[Collected data entries]
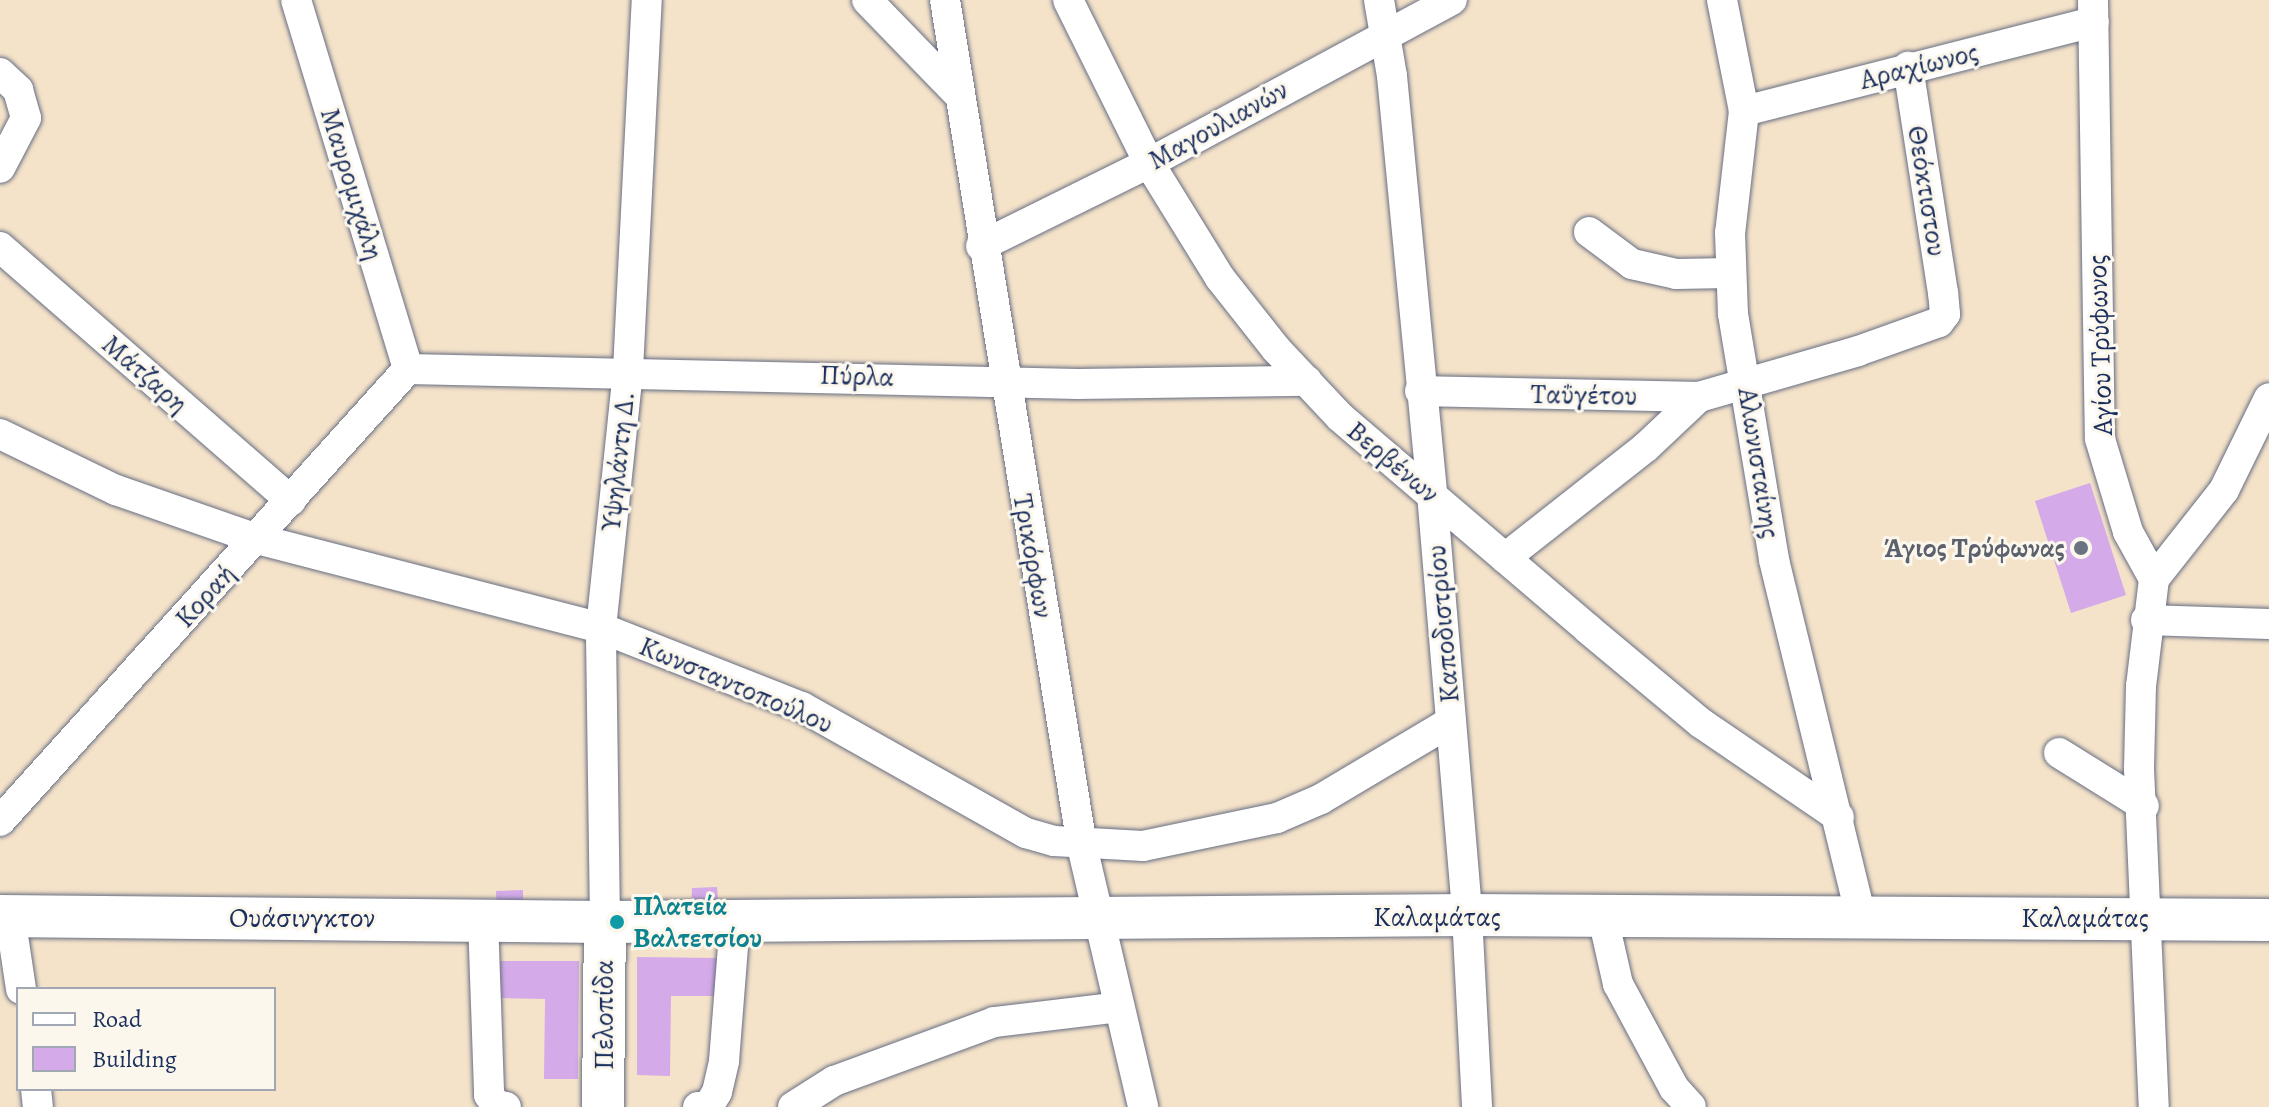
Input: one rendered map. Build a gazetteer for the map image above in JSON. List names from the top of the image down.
{
  "streets": {
    "main road": ["Καλαμάτας", "Ουάσινγκτον", "Πελοπίδα"],
    "street": [
      "Αραχίωνος",
      "Μαγουλιανών",
      "Μαυρομιχάλη",
      "Θεόκτιστου",
      "Αγίου Τρύφωνος",
      "Μάτζαρη",
      "Πύρλα",
      "Ταΰγέτου",
      "Υψηλάντη Δ.",
      "Βερβένων",
      "Αλωνισταίνης",
      "Τρικόρφων",
      "Κοραή",
      "Καποδιστρίου",
      "Κωνσταντοπούλου"
    ]
  },
  "crossings": [
    ["Αραχίωνος", "Θεόκτιστου"],
    ["Αραχίωνος", "Αγίου Τρύφωνος"],
    ["Αραχίωνος", "Αλωνισταίνης"],
    ["Μαγουλιανών", "Βερβένων"],
    ["Μαγουλιανών", "Τρικόρφων"],
    ["Μαγουλιανών", "Καποδιστρίου"],
    ["Μαυρομιχάλη", "Πύρλα"],
    ["Μαυρομιχάλη", "Κοραή"],
    ["Θεόκτιστου", "Ταΰγέτου"],
    ["Μάτζαρη", "Κοραή"],
    ["Πύρλα", "Υψηλάντη Δ."],
    ["Πύρλα", "Βερβένων"],
    ["Πύρλα", "Τρικόρφων"],
    ["Πύρλα", "Κοραή"],
    ["Ταΰγέτου", "Αλωνισταίνης"],
    ["Ταΰγέτου", "Καποδιστρίου"],
    ["Υψηλάντη Δ.", "Κωνσταντοπούλου"],
    ["Υψηλάντη Δ.", "Καλαμάτας"],
    ["Υψηλάντη Δ.", "Ουάσινγκτον"],
    ["Υψηλάντη Δ.", "Πελοπίδα"],
    ["Βερβένων", "Αλωνισταίνης"],
    ["Βερβένων", "Καποδιστρίου"],
    ["Αλωνισταίνης", "Καλαμάτας"],
    ["Τρικόρφων", "Κωνσταντοπούλου"],
    ["Τρικόρφων", "Καλαμάτας"],
    ["Κοραή", "Κωνσταντοπούλου"],
    ["Καποδιστρίου", "Κωνσταντοπούλου"],
    ["Καποδιστρίου", "Καλαμάτας"],
    ["Καλαμάτας", "Ουάσινγκτον"],
    ["Καλαμάτας", "Πελοπίδα"],
    ["Ουάσινγκτον", "Πελοπίδα"]
  ],
  "places": ["Άγιος Τρύφωνας", "Πλατεία Βαλτετσίου"],
  "legend": ["Road", "Building"]
}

Work instructions →
Leave out the images and transcribe all the records exactly.

Task answer →
Input: one rendered map. Build a gazetteer for the map image above in JSON. List names from the top of the image down.
{
  "streets": {
    "main road": ["Καλαμάτας", "Ουάσινγκτον", "Πελοπίδα"],
    "street": [
      "Αραχίωνος",
      "Μαγουλιανών",
      "Μαυρομιχάλη",
      "Θεόκτιστου",
      "Αγίου Τρύφωνος",
      "Μάτζαρη",
      "Πύρλα",
      "Ταΰγέτου",
      "Υψηλάντη Δ.",
      "Βερβένων",
      "Αλωνισταίνης",
      "Τρικόρφων",
      "Κοραή",
      "Καποδιστρίου",
      "Κωνσταντοπούλου"
    ]
  },
  "crossings": [
    ["Αραχίωνος", "Θεόκτιστου"],
    ["Αραχίωνος", "Αγίου Τρύφωνος"],
    ["Αραχίωνος", "Αλωνισταίνης"],
    ["Μαγουλιανών", "Βερβένων"],
    ["Μαγουλιανών", "Τρικόρφων"],
    ["Μαγουλιανών", "Καποδιστρίου"],
    ["Μαυρομιχάλη", "Πύρλα"],
    ["Μαυρομιχάλη", "Κοραή"],
    ["Θεόκτιστου", "Ταΰγέτου"],
    ["Μάτζαρη", "Κοραή"],
    ["Πύρλα", "Υψηλάντη Δ."],
    ["Πύρλα", "Βερβένων"],
    ["Πύρλα", "Τρικόρφων"],
    ["Πύρλα", "Κοραή"],
    ["Ταΰγέτου", "Αλωνισταίνης"],
    ["Ταΰγέτου", "Καποδιστρίου"],
    ["Υψηλάντη Δ.", "Κωνσταντοπούλου"],
    ["Υψηλάντη Δ.", "Καλαμάτας"],
    ["Υψηλάντη Δ.", "Ουάσινγκτον"],
    ["Υψηλάντη Δ.", "Πελοπίδα"],
    ["Βερβένων", "Αλωνισταίνης"],
    ["Βερβένων", "Καποδιστρίου"],
    ["Αλωνισταίνης", "Καλαμάτας"],
    ["Τρικόρφων", "Κωνσταντοπούλου"],
    ["Τρικόρφων", "Καλαμάτας"],
    ["Κοραή", "Κωνσταντοπούλου"],
    ["Καποδιστρίου", "Κωνσταντοπούλου"],
    ["Καποδιστρίου", "Καλαμάτας"],
    ["Καλαμάτας", "Ουάσινγκτον"],
    ["Καλαμάτας", "Πελοπίδα"],
    ["Ουάσινγκτον", "Πελοπίδα"]
  ],
  "places": ["Άγιος Τρύφωνας", "Πλατεία Βαλτετσίου"],
  "legend": ["Road", "Building"]
}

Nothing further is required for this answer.